How can it be that the time discrepancy from Earth to spaceship and space ship to earth is same?
 A: If I reply as a physicist than I will say that your question doesn't make any sense. Cause, past, present and future exists simultaneously.
$$t = \frac{t`}{\sqrt{1-\frac{c^2}{v^2}}}$$
You can put those values inside above equation than you will get your answer.
Suppose, we(you and me) are twin I am inside earth you are traveling away.And, your average velocity is 0.4c. You came back to me after 30 years. Now, I wanna calculate your age.
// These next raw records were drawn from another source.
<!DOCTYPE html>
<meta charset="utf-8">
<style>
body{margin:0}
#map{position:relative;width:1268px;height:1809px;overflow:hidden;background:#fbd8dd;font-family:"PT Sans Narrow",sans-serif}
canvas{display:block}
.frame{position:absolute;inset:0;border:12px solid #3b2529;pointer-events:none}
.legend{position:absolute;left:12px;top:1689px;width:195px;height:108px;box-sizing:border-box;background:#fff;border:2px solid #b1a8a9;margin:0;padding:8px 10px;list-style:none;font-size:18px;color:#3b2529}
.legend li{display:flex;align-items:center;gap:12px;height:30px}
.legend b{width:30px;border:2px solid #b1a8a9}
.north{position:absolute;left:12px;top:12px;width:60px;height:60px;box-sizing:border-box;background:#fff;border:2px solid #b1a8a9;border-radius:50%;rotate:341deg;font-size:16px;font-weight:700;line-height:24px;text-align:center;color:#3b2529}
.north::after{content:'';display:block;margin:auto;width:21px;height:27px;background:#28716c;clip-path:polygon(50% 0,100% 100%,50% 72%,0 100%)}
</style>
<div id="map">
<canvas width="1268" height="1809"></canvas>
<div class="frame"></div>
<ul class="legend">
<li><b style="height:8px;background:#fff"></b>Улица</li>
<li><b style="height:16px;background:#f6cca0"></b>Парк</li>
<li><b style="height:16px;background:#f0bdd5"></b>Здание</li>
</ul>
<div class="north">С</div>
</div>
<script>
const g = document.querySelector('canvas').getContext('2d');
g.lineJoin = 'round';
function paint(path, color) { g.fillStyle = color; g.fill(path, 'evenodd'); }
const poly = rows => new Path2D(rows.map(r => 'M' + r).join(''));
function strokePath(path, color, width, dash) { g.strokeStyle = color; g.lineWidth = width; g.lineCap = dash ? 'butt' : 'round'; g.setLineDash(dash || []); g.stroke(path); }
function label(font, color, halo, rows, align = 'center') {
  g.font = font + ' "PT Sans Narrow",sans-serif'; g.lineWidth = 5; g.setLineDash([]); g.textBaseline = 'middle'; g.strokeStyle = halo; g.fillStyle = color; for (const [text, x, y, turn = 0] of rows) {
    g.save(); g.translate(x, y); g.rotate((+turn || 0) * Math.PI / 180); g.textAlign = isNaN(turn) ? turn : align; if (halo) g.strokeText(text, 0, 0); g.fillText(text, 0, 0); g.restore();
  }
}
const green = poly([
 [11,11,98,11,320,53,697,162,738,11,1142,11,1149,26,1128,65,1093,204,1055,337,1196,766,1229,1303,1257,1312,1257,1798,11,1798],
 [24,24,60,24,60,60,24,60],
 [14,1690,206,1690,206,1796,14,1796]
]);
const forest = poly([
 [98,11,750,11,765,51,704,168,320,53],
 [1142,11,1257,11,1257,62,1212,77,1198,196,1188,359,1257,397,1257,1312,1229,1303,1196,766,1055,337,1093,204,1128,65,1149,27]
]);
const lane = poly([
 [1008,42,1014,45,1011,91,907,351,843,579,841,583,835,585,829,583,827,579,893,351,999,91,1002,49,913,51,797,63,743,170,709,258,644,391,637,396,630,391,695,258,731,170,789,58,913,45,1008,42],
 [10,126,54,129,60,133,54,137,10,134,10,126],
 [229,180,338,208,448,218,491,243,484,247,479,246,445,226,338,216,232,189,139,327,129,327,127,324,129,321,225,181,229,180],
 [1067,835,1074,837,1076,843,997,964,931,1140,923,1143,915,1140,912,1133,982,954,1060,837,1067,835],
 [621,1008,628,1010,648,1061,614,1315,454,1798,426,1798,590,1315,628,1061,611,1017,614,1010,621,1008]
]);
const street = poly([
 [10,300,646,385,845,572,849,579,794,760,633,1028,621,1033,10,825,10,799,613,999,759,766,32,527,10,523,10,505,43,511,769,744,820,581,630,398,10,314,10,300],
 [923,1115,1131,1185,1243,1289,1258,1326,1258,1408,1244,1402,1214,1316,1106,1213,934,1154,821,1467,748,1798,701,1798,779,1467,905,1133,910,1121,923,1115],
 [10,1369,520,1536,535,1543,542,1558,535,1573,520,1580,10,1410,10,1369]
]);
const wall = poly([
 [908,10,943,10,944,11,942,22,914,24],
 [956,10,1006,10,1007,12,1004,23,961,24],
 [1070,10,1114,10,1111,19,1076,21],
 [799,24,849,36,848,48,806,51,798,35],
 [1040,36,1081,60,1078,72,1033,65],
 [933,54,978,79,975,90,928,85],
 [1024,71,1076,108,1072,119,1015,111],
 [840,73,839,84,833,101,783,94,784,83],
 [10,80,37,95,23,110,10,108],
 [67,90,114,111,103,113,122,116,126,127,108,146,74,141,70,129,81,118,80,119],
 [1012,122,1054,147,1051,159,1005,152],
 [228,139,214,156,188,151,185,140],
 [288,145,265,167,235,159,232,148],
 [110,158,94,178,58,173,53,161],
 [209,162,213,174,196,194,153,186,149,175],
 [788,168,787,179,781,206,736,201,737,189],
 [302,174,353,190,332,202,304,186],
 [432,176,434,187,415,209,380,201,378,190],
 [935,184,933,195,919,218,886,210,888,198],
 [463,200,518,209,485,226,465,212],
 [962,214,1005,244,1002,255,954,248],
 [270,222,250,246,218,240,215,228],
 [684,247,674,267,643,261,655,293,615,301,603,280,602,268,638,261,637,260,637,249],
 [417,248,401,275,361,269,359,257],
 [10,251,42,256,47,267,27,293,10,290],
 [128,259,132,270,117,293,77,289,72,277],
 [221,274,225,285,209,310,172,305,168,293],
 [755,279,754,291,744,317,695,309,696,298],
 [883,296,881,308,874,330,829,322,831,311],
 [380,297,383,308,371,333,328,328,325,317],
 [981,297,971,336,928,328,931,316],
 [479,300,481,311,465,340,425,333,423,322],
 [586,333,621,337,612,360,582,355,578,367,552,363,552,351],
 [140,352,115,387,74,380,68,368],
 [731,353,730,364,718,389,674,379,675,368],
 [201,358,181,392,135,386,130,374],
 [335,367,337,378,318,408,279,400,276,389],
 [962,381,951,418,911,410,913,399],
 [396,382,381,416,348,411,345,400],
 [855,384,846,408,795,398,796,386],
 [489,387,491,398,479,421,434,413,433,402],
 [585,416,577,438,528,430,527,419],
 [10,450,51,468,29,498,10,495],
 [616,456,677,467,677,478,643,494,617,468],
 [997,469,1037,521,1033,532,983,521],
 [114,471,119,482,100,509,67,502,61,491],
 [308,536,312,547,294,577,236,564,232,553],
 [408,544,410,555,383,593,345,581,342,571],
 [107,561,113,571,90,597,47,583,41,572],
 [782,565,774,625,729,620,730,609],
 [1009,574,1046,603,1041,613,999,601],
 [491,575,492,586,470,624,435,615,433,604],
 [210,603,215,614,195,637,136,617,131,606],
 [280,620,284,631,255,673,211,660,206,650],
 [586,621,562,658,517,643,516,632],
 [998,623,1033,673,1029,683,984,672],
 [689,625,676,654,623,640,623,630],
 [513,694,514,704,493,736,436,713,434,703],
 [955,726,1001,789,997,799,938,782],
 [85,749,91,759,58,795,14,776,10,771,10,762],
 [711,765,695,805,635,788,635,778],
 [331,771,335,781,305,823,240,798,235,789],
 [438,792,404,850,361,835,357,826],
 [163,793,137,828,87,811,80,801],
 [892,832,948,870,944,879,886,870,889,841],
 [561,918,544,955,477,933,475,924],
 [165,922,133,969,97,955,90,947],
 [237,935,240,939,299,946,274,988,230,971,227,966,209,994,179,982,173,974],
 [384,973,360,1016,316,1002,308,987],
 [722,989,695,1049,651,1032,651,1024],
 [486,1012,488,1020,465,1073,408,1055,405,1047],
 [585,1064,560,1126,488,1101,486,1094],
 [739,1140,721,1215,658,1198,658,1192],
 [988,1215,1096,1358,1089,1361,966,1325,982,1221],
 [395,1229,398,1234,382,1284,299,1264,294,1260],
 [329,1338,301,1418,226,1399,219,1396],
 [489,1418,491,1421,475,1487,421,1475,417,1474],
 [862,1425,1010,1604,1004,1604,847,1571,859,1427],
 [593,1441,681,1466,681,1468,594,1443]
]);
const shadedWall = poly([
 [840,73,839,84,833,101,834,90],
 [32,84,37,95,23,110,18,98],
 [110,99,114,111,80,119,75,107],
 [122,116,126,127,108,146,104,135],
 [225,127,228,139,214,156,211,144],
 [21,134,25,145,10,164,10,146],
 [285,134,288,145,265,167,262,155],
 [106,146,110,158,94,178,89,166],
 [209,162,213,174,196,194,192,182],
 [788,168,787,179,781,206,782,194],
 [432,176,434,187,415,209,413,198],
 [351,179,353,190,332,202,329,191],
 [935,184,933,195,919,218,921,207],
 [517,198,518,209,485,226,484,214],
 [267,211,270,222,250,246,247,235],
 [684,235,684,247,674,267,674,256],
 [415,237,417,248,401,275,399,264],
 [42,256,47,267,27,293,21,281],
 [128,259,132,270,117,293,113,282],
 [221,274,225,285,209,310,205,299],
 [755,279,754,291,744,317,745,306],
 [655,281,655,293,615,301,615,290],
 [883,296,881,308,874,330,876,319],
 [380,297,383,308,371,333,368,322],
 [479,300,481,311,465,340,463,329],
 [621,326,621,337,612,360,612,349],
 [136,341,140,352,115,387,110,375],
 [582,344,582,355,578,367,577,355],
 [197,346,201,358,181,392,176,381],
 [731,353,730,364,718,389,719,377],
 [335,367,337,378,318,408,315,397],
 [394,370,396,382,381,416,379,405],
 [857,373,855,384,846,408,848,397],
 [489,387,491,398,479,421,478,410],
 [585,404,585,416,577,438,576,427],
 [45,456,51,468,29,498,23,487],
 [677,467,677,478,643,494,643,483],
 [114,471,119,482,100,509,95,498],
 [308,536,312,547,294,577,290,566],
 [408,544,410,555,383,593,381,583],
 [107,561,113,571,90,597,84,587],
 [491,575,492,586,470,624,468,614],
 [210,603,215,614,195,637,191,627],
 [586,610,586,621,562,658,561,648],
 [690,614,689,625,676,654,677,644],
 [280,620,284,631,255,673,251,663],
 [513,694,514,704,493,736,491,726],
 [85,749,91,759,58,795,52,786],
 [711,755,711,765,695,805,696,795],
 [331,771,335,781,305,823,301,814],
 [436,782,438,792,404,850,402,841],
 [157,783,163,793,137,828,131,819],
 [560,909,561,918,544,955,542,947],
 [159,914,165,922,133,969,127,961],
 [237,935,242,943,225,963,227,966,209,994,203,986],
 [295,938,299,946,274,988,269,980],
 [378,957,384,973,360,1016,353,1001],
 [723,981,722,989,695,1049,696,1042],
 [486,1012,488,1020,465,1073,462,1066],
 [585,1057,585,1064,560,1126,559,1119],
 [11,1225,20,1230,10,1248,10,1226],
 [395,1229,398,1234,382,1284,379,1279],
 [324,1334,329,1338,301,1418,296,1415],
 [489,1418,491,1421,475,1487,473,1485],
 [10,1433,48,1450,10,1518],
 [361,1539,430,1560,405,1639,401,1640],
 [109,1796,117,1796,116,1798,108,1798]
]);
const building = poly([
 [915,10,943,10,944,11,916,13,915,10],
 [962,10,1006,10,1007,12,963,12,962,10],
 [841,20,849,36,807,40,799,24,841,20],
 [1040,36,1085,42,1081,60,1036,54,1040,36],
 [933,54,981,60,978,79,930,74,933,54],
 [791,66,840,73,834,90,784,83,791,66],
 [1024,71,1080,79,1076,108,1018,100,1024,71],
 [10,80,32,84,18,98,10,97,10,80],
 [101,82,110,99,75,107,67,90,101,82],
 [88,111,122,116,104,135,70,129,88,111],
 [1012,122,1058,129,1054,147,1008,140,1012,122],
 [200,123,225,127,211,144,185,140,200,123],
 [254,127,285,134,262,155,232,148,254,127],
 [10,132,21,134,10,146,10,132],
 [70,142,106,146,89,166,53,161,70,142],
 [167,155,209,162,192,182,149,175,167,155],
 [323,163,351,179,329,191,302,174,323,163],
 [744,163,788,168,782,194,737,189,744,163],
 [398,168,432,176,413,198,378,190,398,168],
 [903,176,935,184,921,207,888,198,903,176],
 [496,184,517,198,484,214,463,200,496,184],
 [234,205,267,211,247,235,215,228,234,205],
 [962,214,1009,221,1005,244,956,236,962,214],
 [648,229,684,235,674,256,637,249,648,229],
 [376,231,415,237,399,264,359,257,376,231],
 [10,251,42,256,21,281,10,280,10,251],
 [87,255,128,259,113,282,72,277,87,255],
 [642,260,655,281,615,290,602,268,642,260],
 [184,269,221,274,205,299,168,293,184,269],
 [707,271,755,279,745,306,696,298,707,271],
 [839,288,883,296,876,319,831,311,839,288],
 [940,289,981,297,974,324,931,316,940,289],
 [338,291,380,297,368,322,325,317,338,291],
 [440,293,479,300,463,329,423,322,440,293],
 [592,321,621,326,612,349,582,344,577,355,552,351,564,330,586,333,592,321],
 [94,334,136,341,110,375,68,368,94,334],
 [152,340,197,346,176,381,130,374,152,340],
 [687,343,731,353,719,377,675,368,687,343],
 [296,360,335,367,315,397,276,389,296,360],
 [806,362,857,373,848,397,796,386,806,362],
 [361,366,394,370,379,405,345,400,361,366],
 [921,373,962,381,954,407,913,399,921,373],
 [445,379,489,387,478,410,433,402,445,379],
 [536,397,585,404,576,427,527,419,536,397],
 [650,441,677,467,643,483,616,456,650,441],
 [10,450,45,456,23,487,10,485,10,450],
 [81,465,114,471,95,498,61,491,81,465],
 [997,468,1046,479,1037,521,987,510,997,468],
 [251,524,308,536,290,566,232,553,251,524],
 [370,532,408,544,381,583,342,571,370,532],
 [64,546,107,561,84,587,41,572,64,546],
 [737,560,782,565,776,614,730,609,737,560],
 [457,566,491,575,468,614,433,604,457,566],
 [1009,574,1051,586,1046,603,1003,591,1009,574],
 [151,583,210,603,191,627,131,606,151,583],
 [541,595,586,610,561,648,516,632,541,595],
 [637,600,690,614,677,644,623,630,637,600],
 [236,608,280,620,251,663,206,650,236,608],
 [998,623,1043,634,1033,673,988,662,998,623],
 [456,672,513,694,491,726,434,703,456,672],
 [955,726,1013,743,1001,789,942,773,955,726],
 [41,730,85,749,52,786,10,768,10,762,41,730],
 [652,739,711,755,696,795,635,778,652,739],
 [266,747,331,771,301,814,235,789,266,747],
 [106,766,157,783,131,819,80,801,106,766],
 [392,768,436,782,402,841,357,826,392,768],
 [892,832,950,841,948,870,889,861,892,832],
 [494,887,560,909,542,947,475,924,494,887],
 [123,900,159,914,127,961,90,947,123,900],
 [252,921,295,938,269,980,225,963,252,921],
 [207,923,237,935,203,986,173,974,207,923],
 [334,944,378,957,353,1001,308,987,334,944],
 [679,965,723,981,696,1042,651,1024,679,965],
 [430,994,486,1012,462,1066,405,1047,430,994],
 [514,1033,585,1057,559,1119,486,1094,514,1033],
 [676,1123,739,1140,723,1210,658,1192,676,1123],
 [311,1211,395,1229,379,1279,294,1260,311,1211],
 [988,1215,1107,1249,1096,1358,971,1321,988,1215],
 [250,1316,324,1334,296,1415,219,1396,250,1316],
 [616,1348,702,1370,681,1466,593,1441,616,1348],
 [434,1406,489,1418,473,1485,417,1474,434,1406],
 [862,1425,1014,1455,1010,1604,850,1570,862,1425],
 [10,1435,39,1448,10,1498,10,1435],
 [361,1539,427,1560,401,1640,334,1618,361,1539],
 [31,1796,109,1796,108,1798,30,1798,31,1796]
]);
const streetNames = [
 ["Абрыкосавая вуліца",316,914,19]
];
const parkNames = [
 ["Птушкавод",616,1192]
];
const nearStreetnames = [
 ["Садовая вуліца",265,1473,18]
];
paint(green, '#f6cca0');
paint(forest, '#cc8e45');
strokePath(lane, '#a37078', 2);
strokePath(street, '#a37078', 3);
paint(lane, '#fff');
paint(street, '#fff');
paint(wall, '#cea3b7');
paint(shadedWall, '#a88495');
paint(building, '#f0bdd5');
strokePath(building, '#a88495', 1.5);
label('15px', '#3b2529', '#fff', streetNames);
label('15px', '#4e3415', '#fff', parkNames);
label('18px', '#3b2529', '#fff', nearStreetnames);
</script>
$$t = \frac{30years}{\sqrt{1-\frac{c^2}{(0.4c)^2}}}$$
A: You are confusing yourself by thinking you "enter" frames, as if you visit them. A frame is a fictitious box you draw. Drawing it around a star and Earth is quite a big one, but it still works for theoretical discussions. But you never "go out" and "revisit" the frame. In this case the spaceship's frame is just a different one, where the clock on the star and Earth will nearly always have different readings. The ship's acceleration can influence the difference between these readings.
The only frame for which a clock on the star and a clock on Earth generally show the same reading, is a photon's, that travels at c. It "sees" both of these at the same time.
For all other frames, there are very limited points in time and space where information from these two clocks will show the same reading at the same time in that frame.
A: You should read about the relativity of simultaneity, as it is the cause of time dilation and length contraction, as well being the resolution of most of the so called paradoxes of SR. I will try to summarise it conceptually as follows...
If you and I are moving relative to each other, we don't share a common time axis. Instead your time axis is tilted relative to mine. That means that a plane of constant time in your reference frame is a sloping slice through time in mine, the slope being upwards in your direction of travel. Along your line of motion, all of the clocks in my frame will appear out of synch to you. In the direction you are heading, my clocks seem to be progressively ahead in time, while in the opposite direction my clocks are progressively behind in time.
It is that effect that causes time dilation.
Imagine you are walking down a corridor, and every ten seconds you pass another clock on the wall. If each clock you pass is set a second ahead of the previous one, you will get the impression that your watch is running slow, losing one second every ten seconds. In other words, you will think you are time dilated, because the time on your watch is falling further and further behind the times shown on the clocks you pass. That is not because your watch really is running slower, but because the clocks you pass are ticking at the same rate as your watch but are out of synch with your time.
The same effect happens in SR.
In the example you give, when you begin your journey, the time 'now' on the distant star in the Earth's frame is the same as the time 'now' on Earth. But that is not true in your frame. 'Now' on the distant star in your frame is several years later than 'now' on the distant star in the Earth's frame, and it is that effect which causes time dilation.